MR imaging of proton beam-induced oxygen depletion.

Background: Previous studies have shown that in-beam magnetic resonance imaging (MRI) can be used to visualize a proton beam during the irradiation of liquid-filled phantoms. The beam energy- and current-dependent local image contrast observed in water was identified to be predominantly caused by beam-induced buoyant convection and associated flow effects. Besides this flow dependency, the MR signal change was found to be characterized by a change in the relaxation time of water, hinting at a radiochemical contribution, which was hypothesized to lie in oxygen depletion-evoked relaxation time lengthening. The elucidation of the underlying contrast mechanism is required to enable the further assessment of the application potential of MRI-based proton beam visualization in tissue.

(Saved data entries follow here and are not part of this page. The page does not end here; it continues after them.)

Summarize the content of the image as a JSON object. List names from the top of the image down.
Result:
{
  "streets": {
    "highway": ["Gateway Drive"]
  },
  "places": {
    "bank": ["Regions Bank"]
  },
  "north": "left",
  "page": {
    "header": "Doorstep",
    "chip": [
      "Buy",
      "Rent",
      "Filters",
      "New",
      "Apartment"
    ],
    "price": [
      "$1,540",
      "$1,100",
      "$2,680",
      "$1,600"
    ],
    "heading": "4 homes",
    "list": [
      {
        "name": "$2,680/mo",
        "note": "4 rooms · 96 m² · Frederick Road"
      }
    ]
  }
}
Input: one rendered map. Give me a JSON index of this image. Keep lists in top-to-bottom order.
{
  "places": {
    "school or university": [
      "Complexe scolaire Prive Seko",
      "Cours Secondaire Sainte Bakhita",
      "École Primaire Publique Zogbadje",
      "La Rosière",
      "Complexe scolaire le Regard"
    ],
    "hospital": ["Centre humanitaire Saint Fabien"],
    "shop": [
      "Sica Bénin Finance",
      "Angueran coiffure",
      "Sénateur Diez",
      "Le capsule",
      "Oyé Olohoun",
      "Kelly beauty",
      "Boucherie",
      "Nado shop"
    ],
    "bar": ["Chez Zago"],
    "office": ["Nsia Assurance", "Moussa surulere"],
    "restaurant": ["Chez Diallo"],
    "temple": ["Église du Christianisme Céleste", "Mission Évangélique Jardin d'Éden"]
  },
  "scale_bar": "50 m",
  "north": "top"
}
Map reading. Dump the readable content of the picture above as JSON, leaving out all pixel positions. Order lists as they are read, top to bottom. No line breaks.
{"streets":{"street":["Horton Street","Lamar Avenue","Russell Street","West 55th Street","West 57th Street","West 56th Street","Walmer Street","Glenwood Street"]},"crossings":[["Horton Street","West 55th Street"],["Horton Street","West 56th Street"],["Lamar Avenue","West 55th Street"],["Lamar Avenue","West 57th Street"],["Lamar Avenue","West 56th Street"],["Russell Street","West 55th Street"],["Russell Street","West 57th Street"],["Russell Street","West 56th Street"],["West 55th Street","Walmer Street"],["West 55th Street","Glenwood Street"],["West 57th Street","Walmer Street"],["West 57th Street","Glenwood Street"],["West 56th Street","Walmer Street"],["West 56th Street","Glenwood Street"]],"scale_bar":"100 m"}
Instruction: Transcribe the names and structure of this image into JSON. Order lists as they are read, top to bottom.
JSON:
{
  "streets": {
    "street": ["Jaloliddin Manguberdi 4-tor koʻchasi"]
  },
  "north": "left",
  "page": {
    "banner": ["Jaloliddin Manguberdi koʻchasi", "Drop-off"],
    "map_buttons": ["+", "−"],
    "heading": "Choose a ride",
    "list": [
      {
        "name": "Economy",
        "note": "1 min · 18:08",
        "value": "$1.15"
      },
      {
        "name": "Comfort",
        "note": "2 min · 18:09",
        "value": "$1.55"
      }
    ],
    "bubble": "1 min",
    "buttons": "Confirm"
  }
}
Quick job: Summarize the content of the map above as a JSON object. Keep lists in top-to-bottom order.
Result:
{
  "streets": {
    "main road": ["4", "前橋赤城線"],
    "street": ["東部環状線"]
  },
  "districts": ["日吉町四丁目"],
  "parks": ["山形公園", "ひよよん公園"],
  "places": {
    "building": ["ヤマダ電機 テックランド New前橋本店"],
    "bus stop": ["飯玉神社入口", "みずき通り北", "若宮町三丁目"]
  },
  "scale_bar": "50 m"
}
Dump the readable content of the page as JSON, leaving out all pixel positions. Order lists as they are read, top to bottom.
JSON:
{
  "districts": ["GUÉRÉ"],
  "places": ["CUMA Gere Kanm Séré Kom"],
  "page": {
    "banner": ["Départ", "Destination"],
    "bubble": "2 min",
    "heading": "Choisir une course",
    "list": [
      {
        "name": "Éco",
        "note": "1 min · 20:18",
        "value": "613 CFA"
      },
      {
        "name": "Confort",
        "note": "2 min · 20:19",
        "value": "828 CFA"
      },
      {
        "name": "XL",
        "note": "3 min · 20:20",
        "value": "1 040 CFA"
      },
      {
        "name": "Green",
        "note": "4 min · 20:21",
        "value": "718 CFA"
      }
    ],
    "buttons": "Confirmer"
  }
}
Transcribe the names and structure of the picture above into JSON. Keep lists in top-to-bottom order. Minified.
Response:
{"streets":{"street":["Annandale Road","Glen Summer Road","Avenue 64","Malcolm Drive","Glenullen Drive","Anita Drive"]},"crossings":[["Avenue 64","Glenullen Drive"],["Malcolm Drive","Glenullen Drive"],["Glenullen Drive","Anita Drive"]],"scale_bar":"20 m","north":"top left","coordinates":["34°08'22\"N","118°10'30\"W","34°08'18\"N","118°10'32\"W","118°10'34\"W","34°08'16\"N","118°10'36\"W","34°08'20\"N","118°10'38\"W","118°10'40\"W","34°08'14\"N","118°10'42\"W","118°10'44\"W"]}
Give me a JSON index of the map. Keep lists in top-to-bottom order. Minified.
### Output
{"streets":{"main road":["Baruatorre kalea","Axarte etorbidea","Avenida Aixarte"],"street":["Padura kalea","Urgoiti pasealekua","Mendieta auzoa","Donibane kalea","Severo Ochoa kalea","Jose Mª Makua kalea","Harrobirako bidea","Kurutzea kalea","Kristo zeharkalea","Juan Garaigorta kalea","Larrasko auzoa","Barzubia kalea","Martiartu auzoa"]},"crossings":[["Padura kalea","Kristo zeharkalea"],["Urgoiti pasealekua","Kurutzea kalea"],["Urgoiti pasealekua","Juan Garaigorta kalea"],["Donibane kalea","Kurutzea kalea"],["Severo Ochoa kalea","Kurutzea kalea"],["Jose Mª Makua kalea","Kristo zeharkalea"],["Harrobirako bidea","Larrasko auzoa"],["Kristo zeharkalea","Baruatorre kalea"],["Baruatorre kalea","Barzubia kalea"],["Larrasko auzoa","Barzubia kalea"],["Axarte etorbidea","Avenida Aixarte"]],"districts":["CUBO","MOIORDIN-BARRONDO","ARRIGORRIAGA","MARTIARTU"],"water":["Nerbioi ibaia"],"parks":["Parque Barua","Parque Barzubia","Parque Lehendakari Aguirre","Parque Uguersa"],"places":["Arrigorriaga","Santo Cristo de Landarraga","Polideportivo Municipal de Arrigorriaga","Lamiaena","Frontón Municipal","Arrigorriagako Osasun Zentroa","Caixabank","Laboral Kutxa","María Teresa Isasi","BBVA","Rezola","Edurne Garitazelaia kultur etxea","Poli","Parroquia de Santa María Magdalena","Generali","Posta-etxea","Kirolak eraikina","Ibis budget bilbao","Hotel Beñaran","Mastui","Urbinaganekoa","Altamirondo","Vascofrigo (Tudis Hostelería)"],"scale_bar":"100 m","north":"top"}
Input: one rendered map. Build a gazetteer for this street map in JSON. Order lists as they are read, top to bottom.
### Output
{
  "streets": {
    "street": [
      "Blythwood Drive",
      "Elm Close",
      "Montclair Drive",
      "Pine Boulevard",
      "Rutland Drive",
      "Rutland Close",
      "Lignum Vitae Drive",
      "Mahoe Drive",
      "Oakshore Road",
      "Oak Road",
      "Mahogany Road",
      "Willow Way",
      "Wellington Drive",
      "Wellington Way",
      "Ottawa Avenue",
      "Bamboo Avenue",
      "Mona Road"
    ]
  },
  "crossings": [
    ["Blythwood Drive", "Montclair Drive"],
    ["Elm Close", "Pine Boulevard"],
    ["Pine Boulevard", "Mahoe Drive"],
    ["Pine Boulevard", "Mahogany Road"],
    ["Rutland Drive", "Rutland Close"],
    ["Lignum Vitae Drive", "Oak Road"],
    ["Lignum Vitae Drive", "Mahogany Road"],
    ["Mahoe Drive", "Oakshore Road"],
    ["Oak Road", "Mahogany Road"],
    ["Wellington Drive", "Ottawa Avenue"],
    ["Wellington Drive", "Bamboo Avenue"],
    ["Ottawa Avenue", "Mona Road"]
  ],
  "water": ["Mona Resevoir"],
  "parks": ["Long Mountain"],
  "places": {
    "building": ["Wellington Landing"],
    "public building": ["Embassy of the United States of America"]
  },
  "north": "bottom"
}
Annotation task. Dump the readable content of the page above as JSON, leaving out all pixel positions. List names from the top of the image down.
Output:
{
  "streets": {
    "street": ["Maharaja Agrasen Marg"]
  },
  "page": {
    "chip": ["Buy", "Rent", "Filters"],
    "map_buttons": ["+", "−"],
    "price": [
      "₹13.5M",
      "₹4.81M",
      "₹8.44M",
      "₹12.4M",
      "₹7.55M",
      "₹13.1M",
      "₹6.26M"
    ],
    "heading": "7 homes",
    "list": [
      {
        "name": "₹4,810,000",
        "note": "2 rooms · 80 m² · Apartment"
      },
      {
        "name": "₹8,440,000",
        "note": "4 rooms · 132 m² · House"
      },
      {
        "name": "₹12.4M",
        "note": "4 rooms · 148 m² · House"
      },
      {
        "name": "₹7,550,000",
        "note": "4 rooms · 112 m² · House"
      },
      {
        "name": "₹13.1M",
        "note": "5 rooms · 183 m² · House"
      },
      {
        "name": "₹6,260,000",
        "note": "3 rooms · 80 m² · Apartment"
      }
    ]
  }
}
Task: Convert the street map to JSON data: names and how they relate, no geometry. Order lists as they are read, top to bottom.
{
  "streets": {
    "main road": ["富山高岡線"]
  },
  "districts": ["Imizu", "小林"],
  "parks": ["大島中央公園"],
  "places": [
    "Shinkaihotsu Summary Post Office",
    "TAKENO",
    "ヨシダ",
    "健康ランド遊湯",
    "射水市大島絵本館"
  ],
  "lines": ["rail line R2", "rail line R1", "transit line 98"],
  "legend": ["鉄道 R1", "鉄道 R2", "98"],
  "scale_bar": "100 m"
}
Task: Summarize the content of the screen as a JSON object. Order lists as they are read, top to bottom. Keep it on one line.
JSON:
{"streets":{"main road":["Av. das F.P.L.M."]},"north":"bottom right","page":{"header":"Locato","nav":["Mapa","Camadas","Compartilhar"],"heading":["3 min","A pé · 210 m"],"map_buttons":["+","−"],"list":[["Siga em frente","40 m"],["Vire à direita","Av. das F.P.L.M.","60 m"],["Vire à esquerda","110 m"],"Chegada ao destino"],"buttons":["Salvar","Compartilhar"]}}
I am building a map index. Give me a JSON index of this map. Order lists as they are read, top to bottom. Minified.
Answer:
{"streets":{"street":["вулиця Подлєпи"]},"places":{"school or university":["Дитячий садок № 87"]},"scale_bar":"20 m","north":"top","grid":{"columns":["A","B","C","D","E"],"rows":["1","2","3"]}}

Purpose: The underlying radiochemical cause of the observed local beam-induced change in the relaxation time of water should be identified in beam visualization experiments testing the hypothesis of beam-induced oxygen depletion-evoked relaxation time lengthening.

Methods: Combined irradiation and imaging experiments were performed using static proton pencil beam irradiation, background-nulled inversion recovery (IR) MRI and a range of flow-restricted phantoms differing in initial oxygen concentration and homogeneity. The similarity of the irradiation-induced MRI contrast to the proton pencil beam dose distribution acquired on radiochromic film, the expected dose dependence and temporal stability, the TR dependence as well as the dependence on the initial oxygen concentration and the oxygen consumption rate were tested. Moreover, the feasibility of oxygen depletion-based beam visualization in tissue-mimicking phantoms was assessed. The levels of irradiation-induced oxygen depletion and relaxation time lengthening were estimated based on the measured temperatures and initial oxygen concentrations of the phantoms, the experimentally determined inversion times required for phantom background signal nulling and dosimetric measurements.

Results: The proton irradiation-induced contrast in background-nulled IR images of well oxygenated phantoms was found similar to the proton pencil beam dose distribution and showed the characteristics expected for oxygen depletion-induced MRI contrast. No beam-induced contrast was observed in the poorly oxygenated, inhomogeneous tissue-mimicking phantoms.

Conclusions: Proton beam-induced radiochemical oxygen depletion can be visualized using relaxation time contrast-based IR MRI and represents the first identified flow-independent contrast mechanism in MRI-based proton beam visualization in real-time. Beam detection in tissue, however, will be complicated by the increased relaxation time inhomogeneity and the lowered levels of initial oxygen concentration compared to in liquids at atmospheric equilibrium and requires further assessment.